На фоне занавешенной алым шелком стены в не оставляющих сомнений позах изгибались две нежные гейши, абсолютно голые, с набеленными лицами и зачерненными, как это и положено, зубами. Гейши зябко ежились, переступали босыми ступнями и послушно улыбались в направленный на них объектив.

Бедные люди

Этого, последнего, она сразу окрестила капитаном – наверное, из-за прямой спины и седого ёжика, который хотелось пригладить рукой. Какая женщина, урчал капитан, щекотно касаясь ее шеи холодными губами и носом. Это было приятно. Всю дорогу к дому он шептал стыдные вещи и трогал за разные места, разминая жесткими пальцами как свежую буханку, – внизу живота что-то переворачивалось. На лестнице капитан развернул ее спиной и стал подталкивать коленом вперед, издалека, наверняка, это напоминало детскую потасовку. Тут ей положено было испугаться, но страха не было. Сверкнул ключ в проржавевшем замке – и потасовка продолжилась уже в прихожей, сопением, тяжелым дыханием, – не выдержав напора, она стала по-собачьи суетливо подставляться, что было не так-то просто – наблюдалось явное несоответствие пропорций – округлого, купечески-просторного Маргаритиного и сухого негнущегося капитанова.

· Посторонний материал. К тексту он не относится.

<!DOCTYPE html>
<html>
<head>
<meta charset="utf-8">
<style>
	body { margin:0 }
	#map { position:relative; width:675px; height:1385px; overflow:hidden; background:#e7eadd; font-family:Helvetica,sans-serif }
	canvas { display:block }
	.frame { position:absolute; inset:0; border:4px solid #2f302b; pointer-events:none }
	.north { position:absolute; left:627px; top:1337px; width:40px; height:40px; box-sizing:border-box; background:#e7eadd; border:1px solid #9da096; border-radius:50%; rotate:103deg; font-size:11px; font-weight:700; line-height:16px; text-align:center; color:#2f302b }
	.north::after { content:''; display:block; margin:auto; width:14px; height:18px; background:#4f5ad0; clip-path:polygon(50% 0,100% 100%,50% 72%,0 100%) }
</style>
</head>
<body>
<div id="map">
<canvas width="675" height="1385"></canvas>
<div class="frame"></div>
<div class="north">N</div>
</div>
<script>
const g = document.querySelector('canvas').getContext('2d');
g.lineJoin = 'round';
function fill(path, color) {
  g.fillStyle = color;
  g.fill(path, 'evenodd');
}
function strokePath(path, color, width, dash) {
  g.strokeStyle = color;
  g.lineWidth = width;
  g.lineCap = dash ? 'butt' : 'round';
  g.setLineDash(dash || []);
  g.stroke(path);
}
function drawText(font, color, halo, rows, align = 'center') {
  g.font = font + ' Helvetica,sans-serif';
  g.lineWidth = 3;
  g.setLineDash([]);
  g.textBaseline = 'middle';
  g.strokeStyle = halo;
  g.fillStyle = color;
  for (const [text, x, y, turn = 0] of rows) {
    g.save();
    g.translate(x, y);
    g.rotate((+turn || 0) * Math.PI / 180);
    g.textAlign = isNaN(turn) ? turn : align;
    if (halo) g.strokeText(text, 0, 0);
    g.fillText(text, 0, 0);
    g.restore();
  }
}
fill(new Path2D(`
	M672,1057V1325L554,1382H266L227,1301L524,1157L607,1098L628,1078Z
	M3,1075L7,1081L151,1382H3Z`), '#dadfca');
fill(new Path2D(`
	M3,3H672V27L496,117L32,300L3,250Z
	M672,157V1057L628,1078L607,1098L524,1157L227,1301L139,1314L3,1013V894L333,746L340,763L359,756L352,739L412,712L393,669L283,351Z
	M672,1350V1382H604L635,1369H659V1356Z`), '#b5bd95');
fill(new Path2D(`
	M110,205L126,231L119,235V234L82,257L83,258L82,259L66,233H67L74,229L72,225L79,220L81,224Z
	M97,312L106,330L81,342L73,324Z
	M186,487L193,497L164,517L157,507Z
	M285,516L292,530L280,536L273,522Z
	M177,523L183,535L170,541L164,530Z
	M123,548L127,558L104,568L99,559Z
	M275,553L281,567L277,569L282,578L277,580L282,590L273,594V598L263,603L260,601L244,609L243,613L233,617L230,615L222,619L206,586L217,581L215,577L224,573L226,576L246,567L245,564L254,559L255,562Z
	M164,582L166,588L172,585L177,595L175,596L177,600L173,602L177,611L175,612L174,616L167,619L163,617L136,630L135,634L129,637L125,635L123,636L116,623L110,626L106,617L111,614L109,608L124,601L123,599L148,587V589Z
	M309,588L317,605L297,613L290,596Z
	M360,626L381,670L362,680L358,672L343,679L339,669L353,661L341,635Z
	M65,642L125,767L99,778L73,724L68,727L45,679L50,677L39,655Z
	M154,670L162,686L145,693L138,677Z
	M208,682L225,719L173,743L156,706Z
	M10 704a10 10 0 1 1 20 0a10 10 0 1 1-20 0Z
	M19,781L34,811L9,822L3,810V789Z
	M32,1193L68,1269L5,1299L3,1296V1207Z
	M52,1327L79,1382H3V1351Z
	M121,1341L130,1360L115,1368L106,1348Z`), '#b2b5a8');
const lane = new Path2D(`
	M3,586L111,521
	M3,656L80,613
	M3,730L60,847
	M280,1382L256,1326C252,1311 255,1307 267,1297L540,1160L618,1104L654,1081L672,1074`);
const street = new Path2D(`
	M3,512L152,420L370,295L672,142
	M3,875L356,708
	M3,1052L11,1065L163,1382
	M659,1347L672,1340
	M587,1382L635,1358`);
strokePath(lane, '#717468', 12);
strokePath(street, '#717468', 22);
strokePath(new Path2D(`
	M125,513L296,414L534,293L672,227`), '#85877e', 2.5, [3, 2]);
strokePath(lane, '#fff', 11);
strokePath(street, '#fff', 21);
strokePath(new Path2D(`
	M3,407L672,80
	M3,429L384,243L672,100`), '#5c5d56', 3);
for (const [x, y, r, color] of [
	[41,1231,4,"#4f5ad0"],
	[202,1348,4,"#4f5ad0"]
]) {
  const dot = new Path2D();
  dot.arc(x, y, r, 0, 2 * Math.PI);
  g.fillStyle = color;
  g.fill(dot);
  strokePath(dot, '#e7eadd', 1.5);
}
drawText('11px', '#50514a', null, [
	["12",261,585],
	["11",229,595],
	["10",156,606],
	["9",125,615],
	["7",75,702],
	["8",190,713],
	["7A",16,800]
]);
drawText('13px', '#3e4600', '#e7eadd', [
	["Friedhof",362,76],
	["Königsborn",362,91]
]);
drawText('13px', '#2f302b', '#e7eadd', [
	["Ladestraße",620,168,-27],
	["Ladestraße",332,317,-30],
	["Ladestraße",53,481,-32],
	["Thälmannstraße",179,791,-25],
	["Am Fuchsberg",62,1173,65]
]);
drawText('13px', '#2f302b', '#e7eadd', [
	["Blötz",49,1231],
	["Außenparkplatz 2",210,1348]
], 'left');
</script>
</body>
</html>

Уже через пару минут сырой квашней сползала по дверному косяку, прислушиваясь к удаляющимся шагам.

Утром искала на лице признаки женского, тайного, стыдного. Не нашла. Лицо казалось еще более отекшим, с серыми подглазьями, нечистой, покрытой пятнами кожей.

Но что-то сдвинулось. В колыхании бедер появилась плавность, жеманное виляние. Днем, забросив постылую варку и стирку, слонялась по отмороженным улицам, с усмешкой превосходства поглядывая на проходящих женщин, – с жадным вниманием заглядывала в мужские лица.